(Source data)
☆ ☆ ☆ ☆ ☆

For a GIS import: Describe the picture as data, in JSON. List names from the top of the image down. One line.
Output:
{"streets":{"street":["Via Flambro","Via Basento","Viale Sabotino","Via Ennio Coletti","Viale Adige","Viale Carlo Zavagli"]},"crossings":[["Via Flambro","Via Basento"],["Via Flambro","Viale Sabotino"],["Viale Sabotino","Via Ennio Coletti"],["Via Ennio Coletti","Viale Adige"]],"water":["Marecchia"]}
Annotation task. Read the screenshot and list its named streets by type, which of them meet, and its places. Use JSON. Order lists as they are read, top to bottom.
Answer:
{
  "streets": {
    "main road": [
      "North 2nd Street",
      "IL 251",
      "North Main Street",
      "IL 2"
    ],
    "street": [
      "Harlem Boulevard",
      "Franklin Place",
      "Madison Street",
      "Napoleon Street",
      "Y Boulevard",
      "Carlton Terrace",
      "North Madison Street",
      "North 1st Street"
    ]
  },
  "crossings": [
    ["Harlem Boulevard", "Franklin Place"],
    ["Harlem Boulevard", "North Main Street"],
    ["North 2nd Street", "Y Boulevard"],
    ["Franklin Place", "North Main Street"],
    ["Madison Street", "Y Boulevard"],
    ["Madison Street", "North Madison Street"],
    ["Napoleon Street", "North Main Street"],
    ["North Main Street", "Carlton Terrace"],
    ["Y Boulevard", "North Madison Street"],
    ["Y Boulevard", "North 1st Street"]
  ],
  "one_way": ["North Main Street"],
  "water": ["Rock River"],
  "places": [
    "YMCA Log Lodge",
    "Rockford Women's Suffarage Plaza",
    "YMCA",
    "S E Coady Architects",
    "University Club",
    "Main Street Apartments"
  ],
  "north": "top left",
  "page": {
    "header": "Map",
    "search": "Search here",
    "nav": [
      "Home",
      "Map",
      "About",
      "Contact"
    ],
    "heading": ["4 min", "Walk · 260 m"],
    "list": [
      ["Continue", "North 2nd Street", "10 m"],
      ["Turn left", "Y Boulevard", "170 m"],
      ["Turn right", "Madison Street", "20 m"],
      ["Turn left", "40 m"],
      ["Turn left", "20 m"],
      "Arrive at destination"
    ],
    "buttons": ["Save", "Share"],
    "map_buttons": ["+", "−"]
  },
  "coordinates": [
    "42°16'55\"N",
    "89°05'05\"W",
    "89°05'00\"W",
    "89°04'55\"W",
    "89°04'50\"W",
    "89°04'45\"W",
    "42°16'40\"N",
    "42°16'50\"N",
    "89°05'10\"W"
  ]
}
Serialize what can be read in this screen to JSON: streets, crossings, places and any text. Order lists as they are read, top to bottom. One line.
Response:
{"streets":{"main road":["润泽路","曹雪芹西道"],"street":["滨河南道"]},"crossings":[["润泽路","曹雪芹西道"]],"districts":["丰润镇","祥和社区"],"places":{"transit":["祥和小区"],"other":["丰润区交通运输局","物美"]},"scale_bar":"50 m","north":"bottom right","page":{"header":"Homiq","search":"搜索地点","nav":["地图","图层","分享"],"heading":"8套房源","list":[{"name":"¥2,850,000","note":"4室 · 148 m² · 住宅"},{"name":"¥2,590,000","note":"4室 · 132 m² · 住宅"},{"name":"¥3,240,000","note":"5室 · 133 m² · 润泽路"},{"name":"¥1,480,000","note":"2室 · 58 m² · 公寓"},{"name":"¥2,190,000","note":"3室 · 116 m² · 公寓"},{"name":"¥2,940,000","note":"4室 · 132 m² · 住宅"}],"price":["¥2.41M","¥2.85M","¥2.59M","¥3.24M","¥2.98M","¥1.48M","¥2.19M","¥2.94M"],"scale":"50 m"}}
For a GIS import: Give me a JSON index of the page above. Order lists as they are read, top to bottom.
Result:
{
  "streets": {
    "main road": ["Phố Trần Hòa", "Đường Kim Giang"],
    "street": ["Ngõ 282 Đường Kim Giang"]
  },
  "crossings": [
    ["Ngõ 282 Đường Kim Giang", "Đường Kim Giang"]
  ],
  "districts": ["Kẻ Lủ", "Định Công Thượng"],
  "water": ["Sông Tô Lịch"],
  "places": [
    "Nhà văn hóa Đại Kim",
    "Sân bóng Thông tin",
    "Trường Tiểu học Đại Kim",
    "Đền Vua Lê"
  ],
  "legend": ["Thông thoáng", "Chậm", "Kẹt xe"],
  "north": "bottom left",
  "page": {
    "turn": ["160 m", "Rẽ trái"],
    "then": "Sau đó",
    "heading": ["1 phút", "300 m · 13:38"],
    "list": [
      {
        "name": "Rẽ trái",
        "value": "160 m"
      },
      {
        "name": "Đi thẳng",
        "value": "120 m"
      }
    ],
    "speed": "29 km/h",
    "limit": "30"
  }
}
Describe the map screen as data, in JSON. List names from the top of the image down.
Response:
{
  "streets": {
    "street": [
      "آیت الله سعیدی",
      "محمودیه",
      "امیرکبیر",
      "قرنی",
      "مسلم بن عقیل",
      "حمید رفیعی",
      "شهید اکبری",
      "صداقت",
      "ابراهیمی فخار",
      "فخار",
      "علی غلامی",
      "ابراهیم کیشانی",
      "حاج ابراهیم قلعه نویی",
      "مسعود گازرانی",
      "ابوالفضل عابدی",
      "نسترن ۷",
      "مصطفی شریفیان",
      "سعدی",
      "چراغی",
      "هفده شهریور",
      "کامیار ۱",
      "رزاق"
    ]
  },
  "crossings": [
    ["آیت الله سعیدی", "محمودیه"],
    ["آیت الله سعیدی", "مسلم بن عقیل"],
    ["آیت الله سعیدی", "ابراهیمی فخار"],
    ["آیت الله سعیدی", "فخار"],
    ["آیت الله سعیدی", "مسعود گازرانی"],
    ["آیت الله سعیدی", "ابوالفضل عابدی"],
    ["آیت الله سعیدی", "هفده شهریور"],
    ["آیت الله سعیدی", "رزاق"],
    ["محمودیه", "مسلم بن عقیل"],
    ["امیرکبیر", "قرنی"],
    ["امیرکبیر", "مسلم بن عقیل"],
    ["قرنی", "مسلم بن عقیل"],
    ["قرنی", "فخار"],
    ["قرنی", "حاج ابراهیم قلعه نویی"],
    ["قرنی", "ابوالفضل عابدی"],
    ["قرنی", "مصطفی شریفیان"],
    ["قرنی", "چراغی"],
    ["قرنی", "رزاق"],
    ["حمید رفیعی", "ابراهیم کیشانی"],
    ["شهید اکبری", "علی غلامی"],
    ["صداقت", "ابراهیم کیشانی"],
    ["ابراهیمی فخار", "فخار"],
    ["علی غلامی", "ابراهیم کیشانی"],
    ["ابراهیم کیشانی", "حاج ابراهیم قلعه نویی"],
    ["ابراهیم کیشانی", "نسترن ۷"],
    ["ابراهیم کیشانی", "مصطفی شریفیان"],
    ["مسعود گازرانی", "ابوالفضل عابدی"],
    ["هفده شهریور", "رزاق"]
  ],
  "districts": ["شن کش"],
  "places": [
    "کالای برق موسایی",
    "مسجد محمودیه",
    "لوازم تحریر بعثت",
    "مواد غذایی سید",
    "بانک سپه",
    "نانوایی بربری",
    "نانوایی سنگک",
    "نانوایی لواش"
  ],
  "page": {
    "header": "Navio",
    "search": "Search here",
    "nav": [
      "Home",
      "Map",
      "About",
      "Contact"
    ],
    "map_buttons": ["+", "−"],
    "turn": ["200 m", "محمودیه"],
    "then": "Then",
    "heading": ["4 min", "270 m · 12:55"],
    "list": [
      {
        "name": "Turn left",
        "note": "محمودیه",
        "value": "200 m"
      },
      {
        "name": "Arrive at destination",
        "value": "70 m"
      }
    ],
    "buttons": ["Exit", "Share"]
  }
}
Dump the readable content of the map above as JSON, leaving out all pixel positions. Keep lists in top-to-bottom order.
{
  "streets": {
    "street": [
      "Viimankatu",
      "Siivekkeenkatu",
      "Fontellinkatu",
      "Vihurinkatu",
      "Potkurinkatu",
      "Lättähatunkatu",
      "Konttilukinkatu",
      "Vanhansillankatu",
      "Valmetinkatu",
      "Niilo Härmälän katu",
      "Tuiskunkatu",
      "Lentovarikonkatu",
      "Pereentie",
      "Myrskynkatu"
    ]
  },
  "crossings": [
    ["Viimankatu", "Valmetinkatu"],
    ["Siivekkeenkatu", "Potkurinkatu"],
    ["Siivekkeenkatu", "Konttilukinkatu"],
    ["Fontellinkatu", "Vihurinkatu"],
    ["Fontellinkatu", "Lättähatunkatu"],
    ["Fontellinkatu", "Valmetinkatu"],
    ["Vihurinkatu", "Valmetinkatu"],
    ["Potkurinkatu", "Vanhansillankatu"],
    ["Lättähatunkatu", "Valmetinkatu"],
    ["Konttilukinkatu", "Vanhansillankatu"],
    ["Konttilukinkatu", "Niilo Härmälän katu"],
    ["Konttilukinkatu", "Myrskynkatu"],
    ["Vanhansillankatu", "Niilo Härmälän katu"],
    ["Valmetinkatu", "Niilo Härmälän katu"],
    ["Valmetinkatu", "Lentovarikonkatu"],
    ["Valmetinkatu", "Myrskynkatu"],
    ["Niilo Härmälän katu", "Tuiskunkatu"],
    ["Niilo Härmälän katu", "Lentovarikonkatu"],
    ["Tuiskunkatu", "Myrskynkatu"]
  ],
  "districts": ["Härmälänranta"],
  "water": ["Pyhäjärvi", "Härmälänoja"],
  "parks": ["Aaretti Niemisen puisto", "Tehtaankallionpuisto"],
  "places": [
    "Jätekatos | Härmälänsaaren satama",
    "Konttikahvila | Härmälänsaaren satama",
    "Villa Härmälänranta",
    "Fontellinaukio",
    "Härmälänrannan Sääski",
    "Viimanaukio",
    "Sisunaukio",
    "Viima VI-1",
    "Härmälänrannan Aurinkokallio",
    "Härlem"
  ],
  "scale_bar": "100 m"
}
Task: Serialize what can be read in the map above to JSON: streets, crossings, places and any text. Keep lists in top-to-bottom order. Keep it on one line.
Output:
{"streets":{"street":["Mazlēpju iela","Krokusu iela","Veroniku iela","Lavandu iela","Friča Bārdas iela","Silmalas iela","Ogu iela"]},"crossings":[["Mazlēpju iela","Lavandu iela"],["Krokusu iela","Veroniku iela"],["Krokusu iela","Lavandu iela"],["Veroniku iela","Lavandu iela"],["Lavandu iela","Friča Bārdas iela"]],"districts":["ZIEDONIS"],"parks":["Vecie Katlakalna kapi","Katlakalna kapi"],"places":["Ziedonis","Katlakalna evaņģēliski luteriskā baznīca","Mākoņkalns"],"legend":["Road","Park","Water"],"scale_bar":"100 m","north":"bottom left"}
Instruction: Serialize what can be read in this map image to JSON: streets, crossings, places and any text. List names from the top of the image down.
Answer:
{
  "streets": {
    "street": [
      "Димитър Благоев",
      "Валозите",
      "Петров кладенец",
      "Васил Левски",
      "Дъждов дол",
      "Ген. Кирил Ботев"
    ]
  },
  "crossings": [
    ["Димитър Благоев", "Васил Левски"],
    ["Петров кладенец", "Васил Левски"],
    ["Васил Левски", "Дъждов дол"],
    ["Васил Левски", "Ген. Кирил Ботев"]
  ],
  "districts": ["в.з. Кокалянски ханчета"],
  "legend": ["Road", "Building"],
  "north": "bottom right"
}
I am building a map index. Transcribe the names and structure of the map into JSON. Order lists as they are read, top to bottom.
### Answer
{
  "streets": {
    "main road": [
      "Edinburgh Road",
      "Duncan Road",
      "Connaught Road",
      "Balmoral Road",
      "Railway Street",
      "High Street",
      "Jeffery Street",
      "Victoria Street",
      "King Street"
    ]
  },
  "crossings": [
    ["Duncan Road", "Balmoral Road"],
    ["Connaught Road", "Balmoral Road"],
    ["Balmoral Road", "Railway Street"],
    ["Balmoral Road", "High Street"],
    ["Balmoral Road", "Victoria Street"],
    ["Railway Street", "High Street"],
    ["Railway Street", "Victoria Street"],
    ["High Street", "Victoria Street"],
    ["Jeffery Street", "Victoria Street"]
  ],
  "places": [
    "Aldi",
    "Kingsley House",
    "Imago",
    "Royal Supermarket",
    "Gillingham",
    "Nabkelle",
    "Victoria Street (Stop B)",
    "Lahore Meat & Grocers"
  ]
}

☆ ☆ ☆ ☆ ☆

[ACTIVITY] Emit an exact copy of the lines spanning the start of the records to the line containing "Annotation task. Read", inclusive, and no other output.

[TASK OUTPUT]
For a GIS import: Describe the picture as data, in JSON. List names from the top of the image down. One line.
Output:
{"streets":{"street":["Via Flambro","Via Basento","Viale Sabotino","Via Ennio Coletti","Viale Adige","Viale Carlo Zavagli"]},"crossings":[["Via Flambro","Via Basento"],["Via Flambro","Viale Sabotino"],["Viale Sabotino","Via Ennio Coletti"],["Via Ennio Coletti","Viale Adige"]],"water":["Marecchia"]}
Annotation task. Read the screenshot and list its named streets by type, which of them meet, and its places. Use JSON. Order lists as they are read, top to bottom.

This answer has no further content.